The lecture also presents Search(x) method for finding the element x in a skip list, and Insert(x) method for inserting the element x in a skip list.

The rest of the lecture is allocated to the proof that the search operation in skiplists takes O(lg(n)) time with high probability.

You're welcome to watch lecture twelve:

Topics covered in lecture twelve:

- [00:10] A new dynamic, balanced, randomized and simple search structure - skip lists.
- [01:20] Review of other simple search structures - treaps, red-black trees, b-trees.
- [03:55] Skip lists are a data structure that you will never forget, so simple it is.
- [06:10] All the skip list operations take O(lg(n)) time almost guaranteed (
*with high probability*). - [07:30] Implementing skip lists from scratch.
- [09:05] Search cost in a single sorted linked list.
- [10:30] Adding a second linked list, search cost analysis.
- [11:16] Trick question: what is this sequence 14, 23, 34, 42, 50, 59, 66, 72, 79, 86, 96, 103, 110, 116, 125? (I won't reveal the answer ;) , you'll have to watch the lecture).
- [14:35] Building skip list out of this sequence.
- [17:07] Search(x) operation algorithm for a skip list.
- [18:40] Example of search operation.
- [21:20] What elements do go in the second linked list?
- [25:30] Search cost of a skip list with two sorted linked lists.
- [27:53] Skip list with three sorted link lists.
- [29:14] Skip list with k sorted linked lists.
- [29:25] What should k be? (It should ideally be lg(n)).
- [32:10] Example of an ideal skip list.
- [38:30] Skip lists roughly maintain their structure subject to updates (insert, delete).
- [39:40] Insert(x) operation algorithm for a skip list.
- [47:00] Building a random skip list.
- [54:00] Rigorous analysis of search cost of skip lists.
- [55:00] Theorem: with high probability, search in n element skiplist costs O(lg(n)).
- [57:10] Definition: with high probability.
- [01:00:00] Boole's inequality.
- [01:06:55]
**Joke**: probability that Search(x) algorithm takes more than O(lg(n)) time is smaller than a meteor striking the earth at the same time that your computer has floating point error at the same time earth explodes :D . - [01:07:45] Lemma: With high probability number of levels in a skiplist is O(lg(n)).
- [01:13:00] Cool idea - analyze search time backwards.

Lecture twelve notes:

Have fun building skip lists! The next post will be about two really theoretical lectures on amortized analysis, competitive analysis and self-organizing lists.

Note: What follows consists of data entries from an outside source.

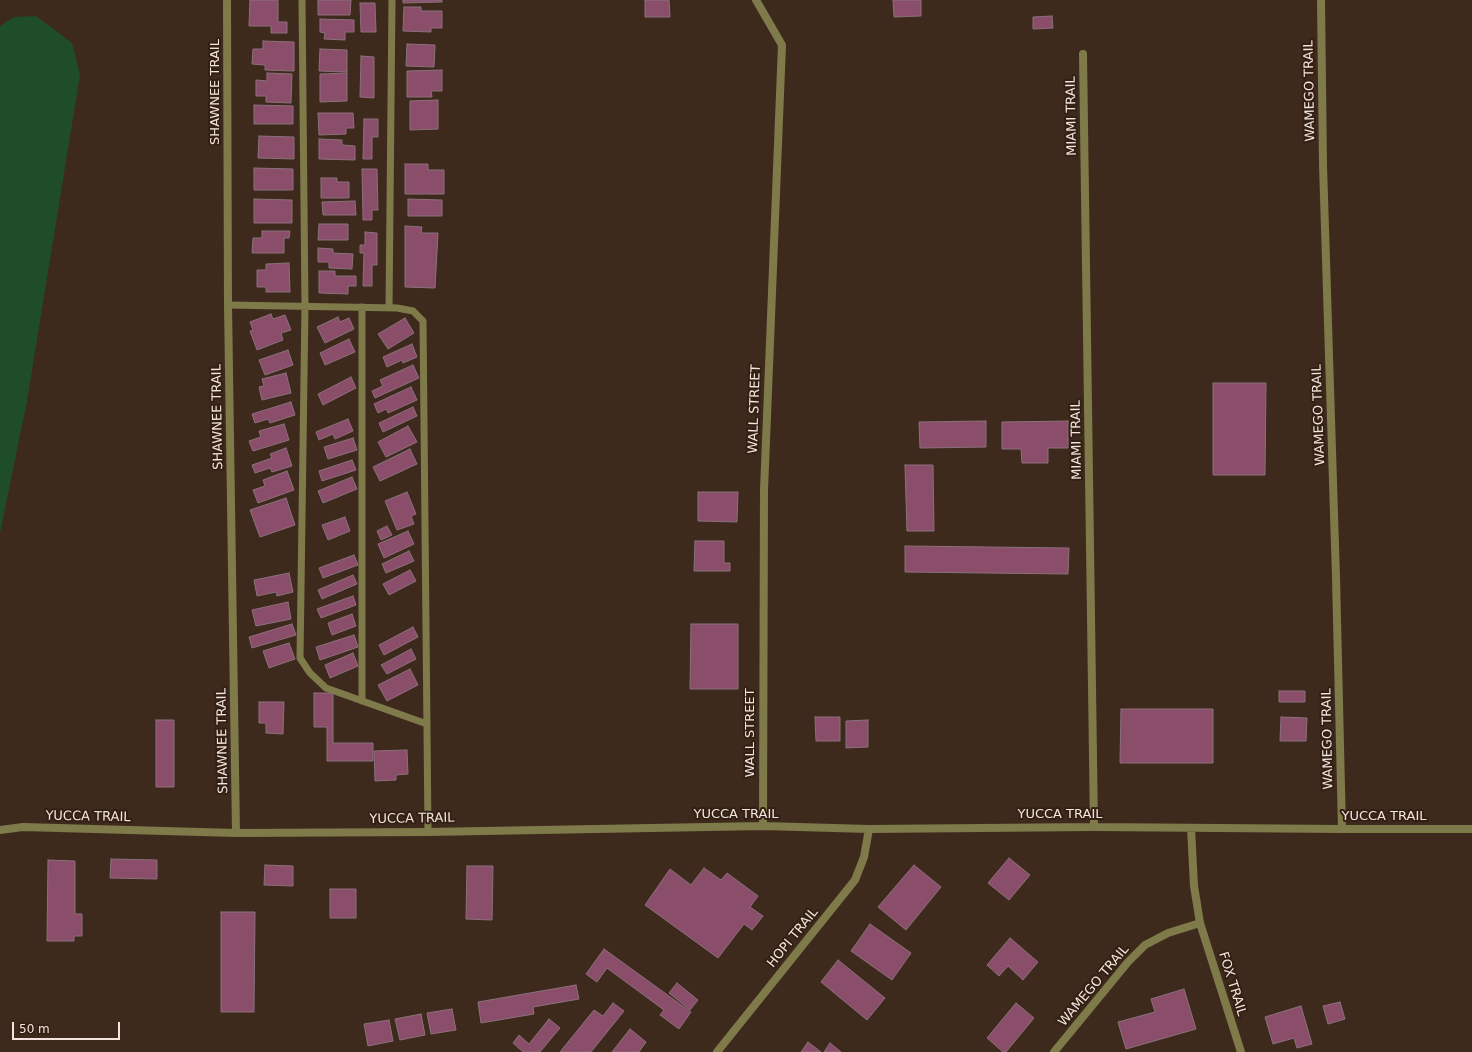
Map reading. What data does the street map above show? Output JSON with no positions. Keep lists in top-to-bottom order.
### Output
{
  "streets": {
    "street": [
      "WAMEGO TRAIL",
      "SHAWNEE TRAIL",
      "MIAMI TRAIL",
      "WALL STREET",
      "YUCCA TRAIL",
      "HOPI TRAIL",
      "FOX TRAIL"
    ]
  },
  "crossings": [
    ["WAMEGO TRAIL", "YUCCA TRAIL"],
    ["WAMEGO TRAIL", "FOX TRAIL"],
    ["SHAWNEE TRAIL", "YUCCA TRAIL"],
    ["MIAMI TRAIL", "YUCCA TRAIL"],
    ["WALL STREET", "YUCCA TRAIL"],
    ["YUCCA TRAIL", "HOPI TRAIL"]
  ],
  "scale_bar": "50 m"
}
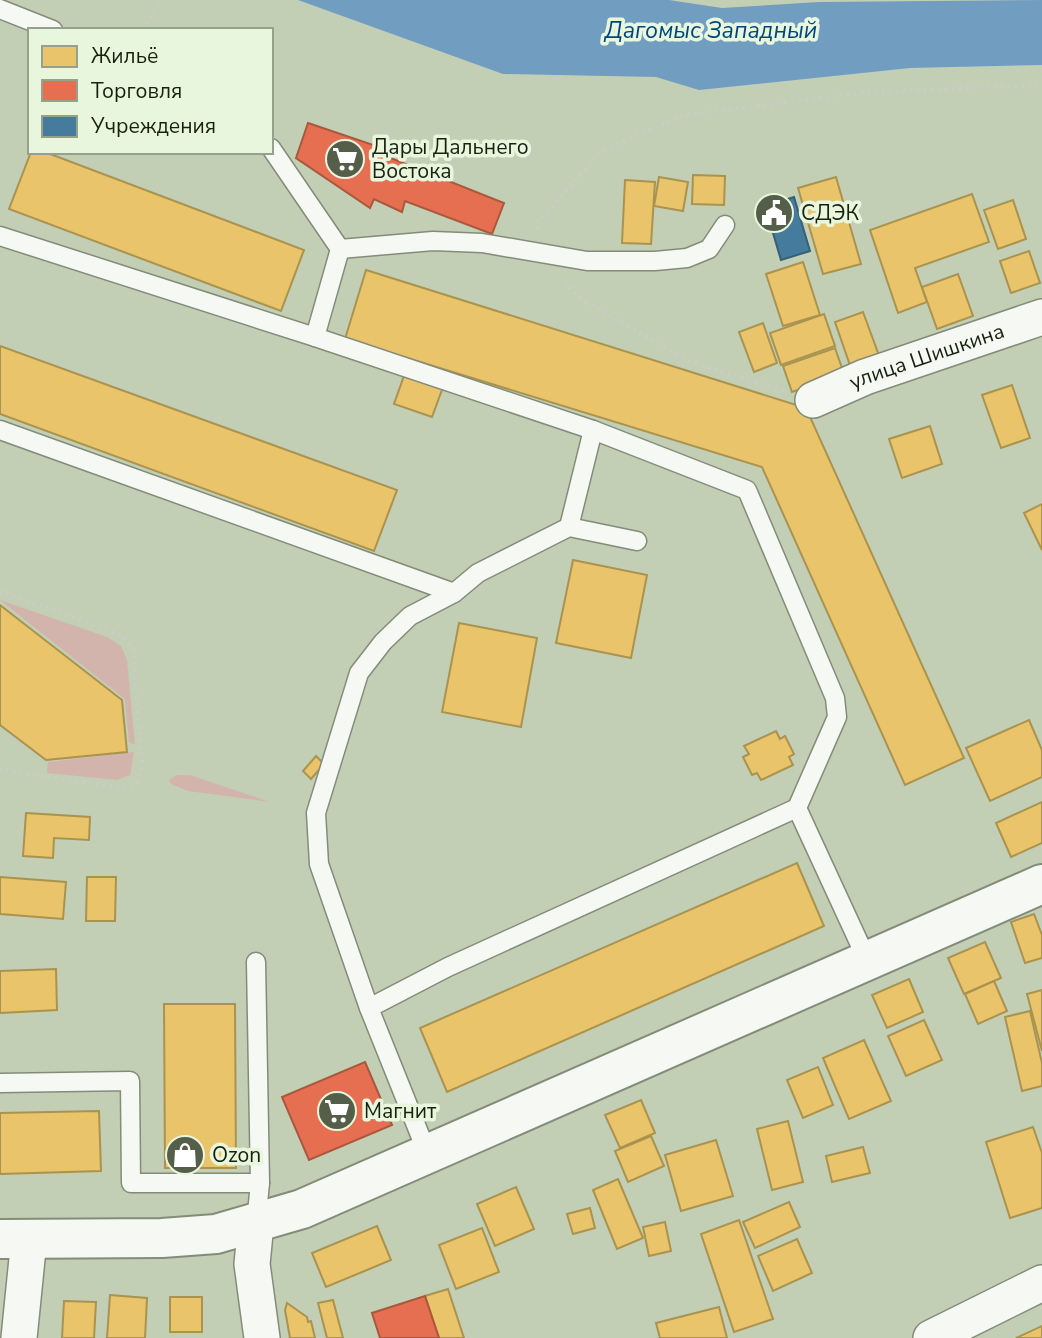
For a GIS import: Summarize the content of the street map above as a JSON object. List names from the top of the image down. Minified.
{"streets":{"street":["улица Шишкина"]},"water":["Дагомыс Западный"],"places":{"supermarket":["Дары Дальнего Востока","Магнит"],"public building":["СДЭК"],"shop":["Ozon"]},"legend":["Жильё","Торговля","Учреждения"]}
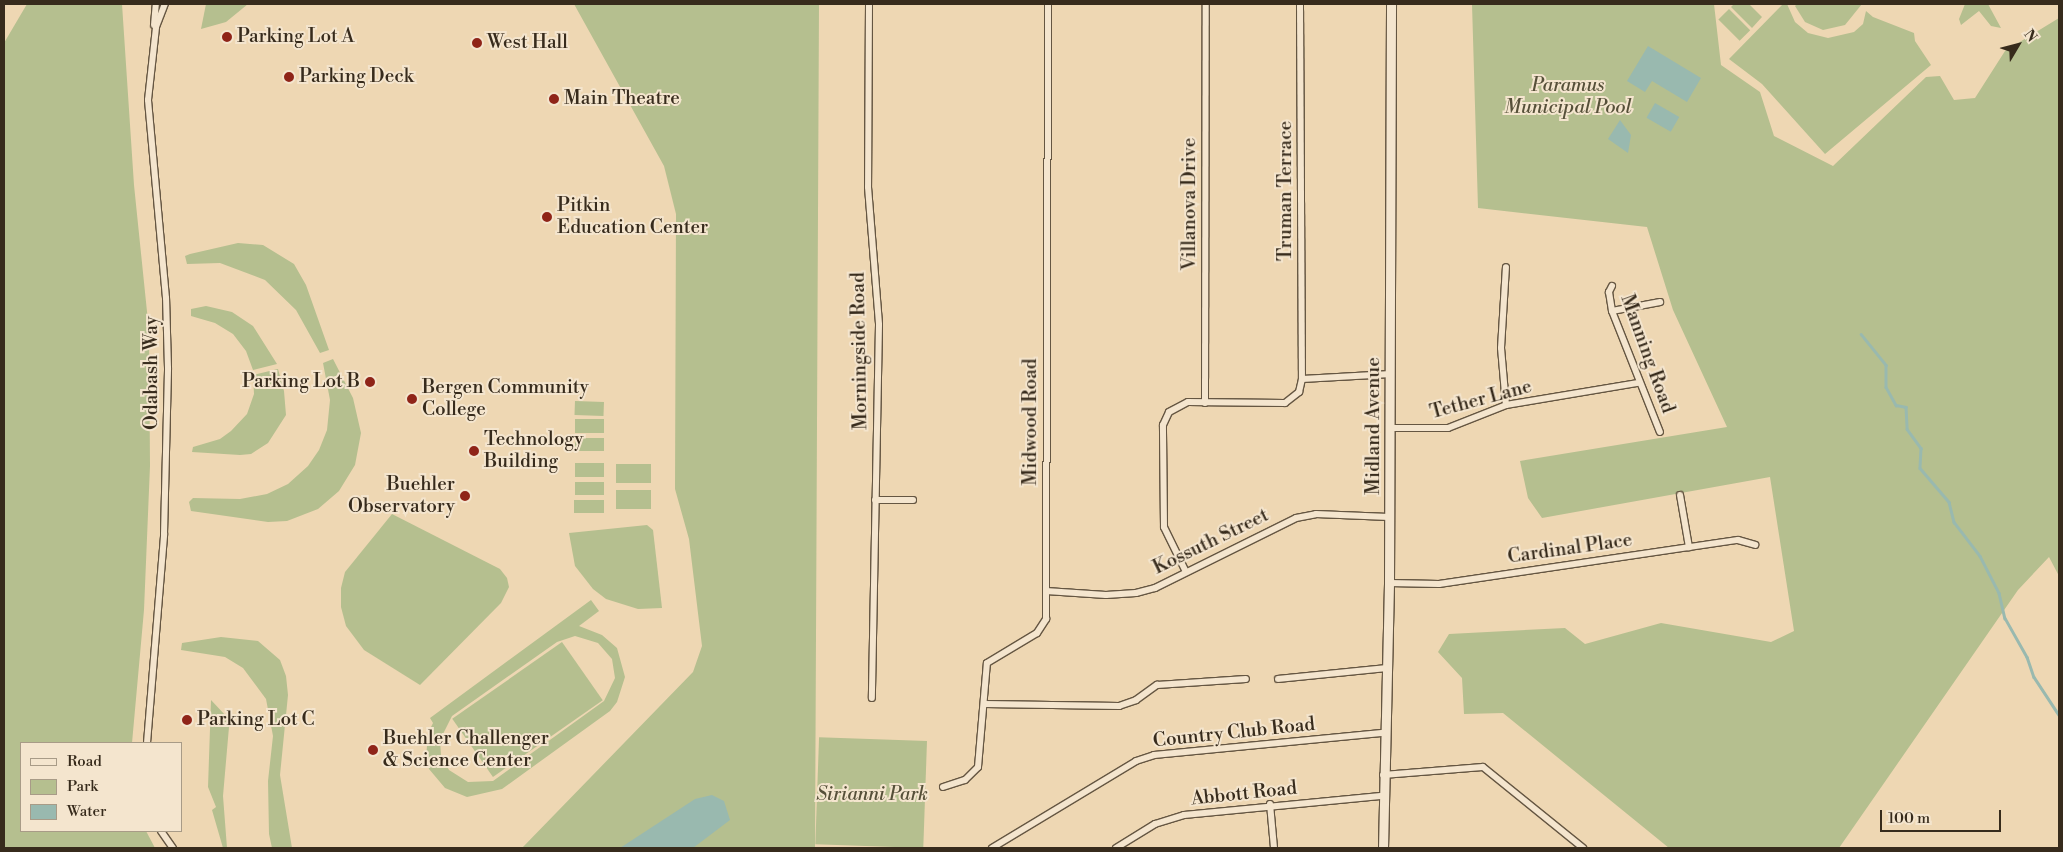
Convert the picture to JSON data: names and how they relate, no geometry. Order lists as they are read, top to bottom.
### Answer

PS. This course is taught from the CLRS book (also called "Introduction to Algorithms"):

PPS. This was one of the lectures that did not have a corresponding chapter in the book.

## Comments

would be nice if anyone actually could do handwriting anymore

Good old skiplists. Cyrus Imapd uses a skiplist database format as one of its storage engines. Very interesting. I got to learn more than I ever wanted to know about the format while debugging it!

The main criticism is lack of cache coherency, and the number of locations you need to update when inserting or removing a node.

Great lecture...anyone catch the reference to The Hitchhiker's Guide?

MiniSuit Starter Kit for Nokia Lumia 520 – Hard Snap-On Rubber Case, Screen Protector, Stylus

http://www.bestcellphonecase.com/nokia/minisuit-starter-kit-for-nokia-lumia-520-hard-snap-on-rubber-case-screen-protector-stylus.html

The trade off, of course, is memory, which is almost n^2....

Thanks for writing this up!

Uau uau uau, apsveicu ar iekļūšanu LtU :D

These are MIT students? They're either incredibly shy, or not as smart as we've been led to believe; lots of the questions during the lecture were no brainers yet nobody is peeping up.

He even alludes to flipping a coin during the introduction, and then when he gets to the question where the obvious answer is "flip a coin", nobody seems to remember.

On the other hand, cool data structure. The "easy to implement" advantage is a nice bonus over balanced trees; are there performance benefits as well or are you just less likely to screw it up?

Also, no love for splay trees?

Actually, the beginning of that last message sounds way more douche-bag than I intended; no offense was meant. But you guys should really not be afraid to speak up! You're there to participate, and you'll miss the college experience when you are gone, so make the most of it.

(From a graduate of one of your competitors!)

Cognitive dissonance. Don Knuth re-uses code?

Oh, I see. The title remains the same but the quotation rotates. This causes the quoted people to seem to endorse a platitude they would never utter.

Ulzha: kas diez ir LtU?

Lietuvas Universitaate?

Ryan: there is some cool kids factor, as in: "is it cool to shout what you know?"

Experienced in classes I attended, where the back rows would always know the answer, but never call out loud. Well, maybe if the prof asked for the third time.

Peteris Ledins, LtU is Lambda the Ultimate.

<latvian>Ps. paldies par komentariem algoritmu lekcijas.</latvian>

plis i take data str n algo course moi uni info scie

Oh, i've read that paper long time ago (it's from early 90s if i'm not wrong). Stunning data structure.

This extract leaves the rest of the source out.